_WORK TO BE COMPLETED:_
Please write out exactly, without any picture, each line from the first in the listing through the line that includes "position:absolute; left:1025px; top:12px;".

[PROVIDED DATA Boundary: Start]

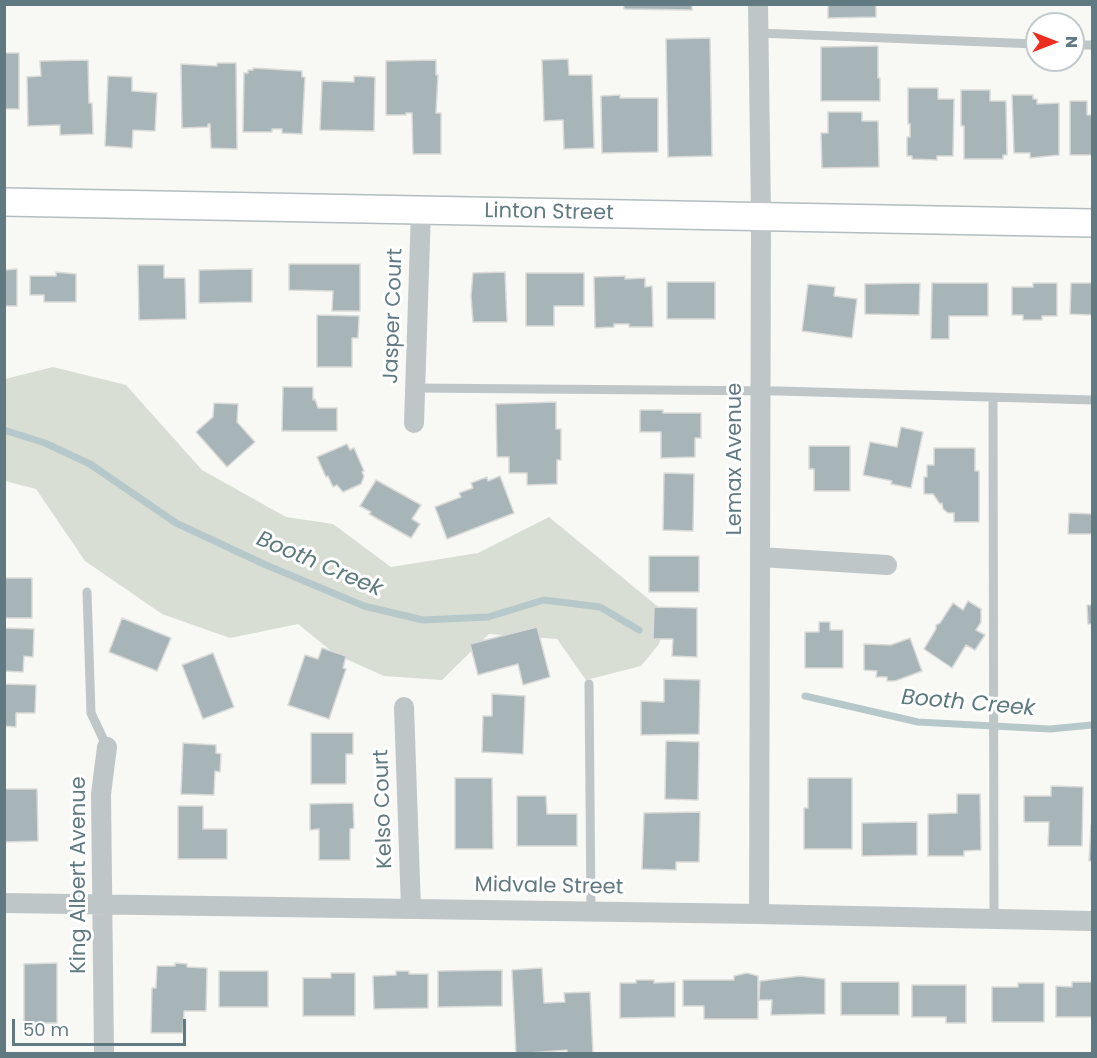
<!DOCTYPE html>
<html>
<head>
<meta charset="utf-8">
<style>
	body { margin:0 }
	#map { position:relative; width:1097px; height:1058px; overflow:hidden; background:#f8f8f5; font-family:Poppins,sans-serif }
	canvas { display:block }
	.frame { position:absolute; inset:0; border:6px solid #617a82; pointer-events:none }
	.north { position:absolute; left:1025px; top:12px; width:60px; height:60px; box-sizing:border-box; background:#fff; border:2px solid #c0cacd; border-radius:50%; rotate:90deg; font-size:16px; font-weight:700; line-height:24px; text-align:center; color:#617a82 }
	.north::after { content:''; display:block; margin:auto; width:21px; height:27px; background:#ef2d1f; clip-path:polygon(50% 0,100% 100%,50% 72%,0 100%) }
	.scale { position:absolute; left:12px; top:1019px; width:174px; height:27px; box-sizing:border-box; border:3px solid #617a82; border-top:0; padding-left:8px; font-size:18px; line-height:21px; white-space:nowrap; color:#617a82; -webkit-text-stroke:4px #fff; paint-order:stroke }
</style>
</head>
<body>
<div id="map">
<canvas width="1097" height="1058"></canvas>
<div class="frame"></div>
<div class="north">N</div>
<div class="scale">50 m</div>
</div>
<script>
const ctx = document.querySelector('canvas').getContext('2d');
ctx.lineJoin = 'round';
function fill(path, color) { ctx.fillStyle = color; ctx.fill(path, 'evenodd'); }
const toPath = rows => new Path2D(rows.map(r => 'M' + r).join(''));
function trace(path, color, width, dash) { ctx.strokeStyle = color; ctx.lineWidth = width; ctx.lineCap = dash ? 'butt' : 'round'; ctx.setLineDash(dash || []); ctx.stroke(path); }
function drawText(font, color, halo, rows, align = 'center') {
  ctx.font = font + ' Poppins,sans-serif'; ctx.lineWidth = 6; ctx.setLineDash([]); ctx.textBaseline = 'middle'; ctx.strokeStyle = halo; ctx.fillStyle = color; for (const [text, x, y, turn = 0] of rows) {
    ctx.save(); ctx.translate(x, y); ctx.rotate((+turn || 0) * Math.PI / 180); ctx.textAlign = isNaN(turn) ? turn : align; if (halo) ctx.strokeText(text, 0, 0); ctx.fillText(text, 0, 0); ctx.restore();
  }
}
fill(toPath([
	[53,367,126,385,202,470,286,517,333,524,391,567,478,553,549,517,668,615,659,644,641,666,586,680,557,639,489,634,442,680,384,676,335,654,298,624,230,638,162,614,85,561,36,489,5,481,5,379]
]), '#d9ded4');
trace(toPath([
	[4,430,45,443,90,464,176,523,266,565,364,606,423,620,488,617,544,600,600,607,639,630],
	[805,696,918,722,1050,729,1092,725]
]), '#b6c8c9', 7);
const building = toPath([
	[624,4,692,4,692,10,624,9,624,4],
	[828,4,876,4,876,17,828,18,828,4],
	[710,38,712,156,668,157,666,39,710,38],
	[878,46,878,78,880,78,880,101,821,101,821,47,878,46],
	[4,53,19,53,19,109,4,109,4,53],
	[568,59,569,75,592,75,594,148,564,149,563,120,544,121,542,60,568,59],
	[88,60,89,103,92,103,93,134,60,135,60,125,28,126,27,77,41,76,40,61,88,60],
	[436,60,436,75,438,75,436,113,441,113,441,154,413,154,412,113,406,113,406,115,386,115,386,61,436,60],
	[217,63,236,63,237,149,211,148,210,124,208,124,208,127,182,128,181,64,217,66,217,63],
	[253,68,302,71,302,77,305,77,302,134,282,133,282,129,272,129,272,132,243,132,244,73,248,73,248,70,253,70,253,68],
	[108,76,132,77,132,91,157,93,155,131,133,130,132,148,105,146,108,76],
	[354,76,375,77,374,131,320,130,322,81,354,82,354,76],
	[908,88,938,88,938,99,954,99,953,156,937,156,937,160,912,159,912,156,907,156,907,137,910,137,910,124,908,124,908,88],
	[961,90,990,90,990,101,1006,101,1007,155,1003,155,1003,159,964,159,964,126,961,126,961,90],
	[620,95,620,98,658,98,658,152,602,153,601,96,620,95],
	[1012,95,1033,95,1033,99,1037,99,1037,104,1059,103,1059,155,1030,158,1030,153,1014,153,1012,95],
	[1070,101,1087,101,1087,115,1092,115,1092,155,1070,155,1070,101],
	[828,112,862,112,862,121,878,121,879,167,822,168,821,133,828,133,828,112],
	[289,264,360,264,360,311,332,311,333,291,289,290,289,264],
	[138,265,164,265,164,278,185,278,186,319,139,320,138,265],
	[17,269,17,306,4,306,4,270,17,269],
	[252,269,252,302,199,303,199,270,252,269],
	[56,272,76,274,76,302,44,302,44,295,30,295,30,276,56,276,56,272],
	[505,272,507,322,473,322,471,296,473,273,505,272],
	[526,273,584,273,584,306,554,306,554,326,526,326,526,273],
	[625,276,625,279,645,278,645,287,652,286,653,327,629,327,629,324,614,324,614,327,595,328,594,277,625,276],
	[667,282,715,282,715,319,667,319,667,282],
	[920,283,919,315,865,314,865,284,920,283],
	[932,283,988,283,988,316,949,316,949,339,931,339,932,283],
	[1033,283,1057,283,1057,316,1042,316,1042,320,1023,320,1023,315,1012,315,1012,287,1033,287,1033,283],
	[1071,283,1092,283,1092,315,1070,314,1071,283],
	[808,284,835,287,834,296,857,299,852,338,802,331,808,284],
	[317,315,359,316,358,338,352,338,352,367,317,367,317,315],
	[283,387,313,387,313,400,315,399,318,408,337,408,337,431,282,431,283,387],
	[556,402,556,429,561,429,561,460,557,460,557,484,527,485,527,473,509,473,509,457,497,457,496,404,556,402],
	[214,403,238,404,237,422,255,442,227,467,196,432,213,417,214,403],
	[640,410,663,410,663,413,701,413,701,438,695,438,695,457,661,458,661,432,640,432,640,410],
	[901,427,923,432,911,488,891,484,892,481,863,475,870,442,897,447,901,427],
	[347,444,350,450,354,448,364,471,362,472,364,476,361,484,343,492,337,485,333,487,328,476,326,477,317,457,347,444],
	[809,446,850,446,850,491,814,491,814,469,809,469,809,446],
	[934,448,975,448,975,471,979,471,979,522,954,522,954,513,948,513,943,509,942,503,940,504,933,494,924,494,924,477,927,477,927,465,934,465,934,448],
	[664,473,694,474,693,531,663,530,664,473],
	[500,476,514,513,447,539,435,507,461,497,459,493,473,488,471,483,487,477,488,481,500,476],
	[376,480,421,505,412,519,420,524,411,538,369,514,371,512,360,506,376,480],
	[1069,513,1092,514,1092,534,1068,534,1069,513],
	[649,556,699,556,699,592,649,592,649,556],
	[4,578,32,578,32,618,4,618,4,578],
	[968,601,981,609,981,622,976,630,985,635,975,650,966,645,952,668,924,649,936,629,936,625,940,623,953,603,963,610,968,601],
	[1087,605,1092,605,1092,624,1088,624,1087,605],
	[654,607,697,608,697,657,672,656,673,639,653,639,654,607],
	[122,618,171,638,157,671,109,652,122,618],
	[819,622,830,622,830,630,843,630,843,668,805,668,805,632,819,632,819,622],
	[537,627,550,677,523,685,518,664,478,675,470,644,537,627],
	[4,628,34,629,33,657,24,656,23,672,4,671,4,628],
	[910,638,922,671,895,681,887,681,887,677,876,677,877,671,864,670,864,644,891,645,910,638],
	[322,648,346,656,343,668,346,669,329,719,288,705,305,655,318,659,322,648],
	[213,653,234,707,203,719,182,665,213,653],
	[664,679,700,680,699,734,641,735,641,701,664,702,664,679],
	[4,684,36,685,35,713,16,713,16,727,4,726,4,684],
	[492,694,525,696,523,754,482,752,483,716,492,716,492,694],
	[311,733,353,733,353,754,346,754,346,784,311,784,311,733],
	[666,741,699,742,698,800,665,799,666,741],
	[183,743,216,745,216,753,221,754,220,772,215,771,214,795,181,794,183,743],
	[455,778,492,778,493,849,455,849,455,778],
	[808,778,852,778,852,849,804,849,804,808,808,808,808,778],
	[1051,786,1083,787,1082,846,1048,846,1049,822,1024,822,1024,796,1051,796,1051,786],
	[4,789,37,789,38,841,4,842,4,789],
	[957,794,980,794,981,850,964,851,964,856,928,856,928,814,957,813,957,794],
	[517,796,546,796,547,814,577,814,577,846,517,846,517,796],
	[353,803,354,828,350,829,350,860,319,860,319,829,310,830,310,804,353,803],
	[178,806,203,806,203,829,227,829,227,859,178,859,178,806],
	[700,812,699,862,676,862,676,870,642,869,644,813,700,812],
	[917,822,917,855,862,856,862,823,917,822],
	[1091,825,1092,825,1092,861,1089,861,1091,825],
	[57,963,57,1023,24,1023,24,964,57,963],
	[175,963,187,964,187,967,207,968,206,1011,184,1011,183,1033,151,1033,152,988,156,988,157,966,175,966,175,963],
	[542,968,544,1003,565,1002,564,993,590,992,593,1054,567,1054,567,1050,516,1054,512,970,542,968],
	[502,970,502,1006,438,1007,438,971,502,970],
	[219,971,268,971,268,1007,219,1007,219,971],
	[396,971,409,971,409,974,428,974,428,1008,374,1009,373,976,396,975,396,971],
	[331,973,355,973,355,1016,303,1016,303,978,331,978,331,973],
	[747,973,758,976,758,1019,704,1019,704,1006,683,1006,683,980,734,980,734,976,747,973],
	[800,976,825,979,825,1014,771,1015,772,1000,759,1000,760,981,800,976],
	[636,980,654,980,654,983,675,982,675,1017,620,1018,620,983,636,983,636,980],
	[841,982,899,982,899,1015,841,1015,841,982],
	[1072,982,1092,982,1092,1017,1056,1017,1056,986,1072,987,1072,982],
	[1018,983,1044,983,1044,1022,992,1022,992,987,1018,987,1018,983],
	[912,985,966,985,966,1023,946,1023,946,1017,912,1017,912,985]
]);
fill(building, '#a7b4b8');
trace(building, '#dadad8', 1.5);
const secondary = toPath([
	[4,202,1092,223]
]);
trace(secondary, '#b3bcbf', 30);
trace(toPath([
	[758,33,1037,44],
	[1073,45,1092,45],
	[415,388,780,391,1092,400],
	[993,398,994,919],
	[87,592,91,713,107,747],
	[589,684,591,911]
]), '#bec6c8', 9);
trace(toPath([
	[758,4,761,216,759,914],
	[414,423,421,210],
	[760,557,887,565],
	[404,707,411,909],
	[4,903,759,914,1092,921],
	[104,1054,101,794,107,747]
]), '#bec6c8', 20);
trace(secondary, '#fff', 27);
drawText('21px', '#617a82', '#fff', [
	["Linton Street",549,213,1],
	["Jasper Court",394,316,-88],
	["Lemax Avenue",736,459,-90],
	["Kelso Court",384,809,-92],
	["King Albert Avenue",80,875,-90],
	["Midvale Street",549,887,1]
]);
drawText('italic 22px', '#5c797c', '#fff', [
	["Booth Creek",319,565,23],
	["Booth Creek",968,704,5]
]);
</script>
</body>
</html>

[PROVIDED DATA Boundary: End]

_RESPONSE TO THIS TASK:_
<!DOCTYPE html>
<html>
<head>
<meta charset="utf-8">
<style>
	body { margin:0 }
	#map { position:relative; width:1097px; height:1058px; overflow:hidden; background:#f8f8f5; font-family:Poppins,sans-serif }
	canvas { display:block }
	.frame { position:absolute; inset:0; border:6px solid #617a82; pointer-events:none }
	.north { position:absolute; left:1025px; top:12px; width:60px; height:60px; box-sizing:border-box; background:#fff; border:2px solid #c0cacd; border-radius:50%; rotate:90deg; font-size:16px; font-weight:700; line-height:24px; text-align:center; color:#617a82 }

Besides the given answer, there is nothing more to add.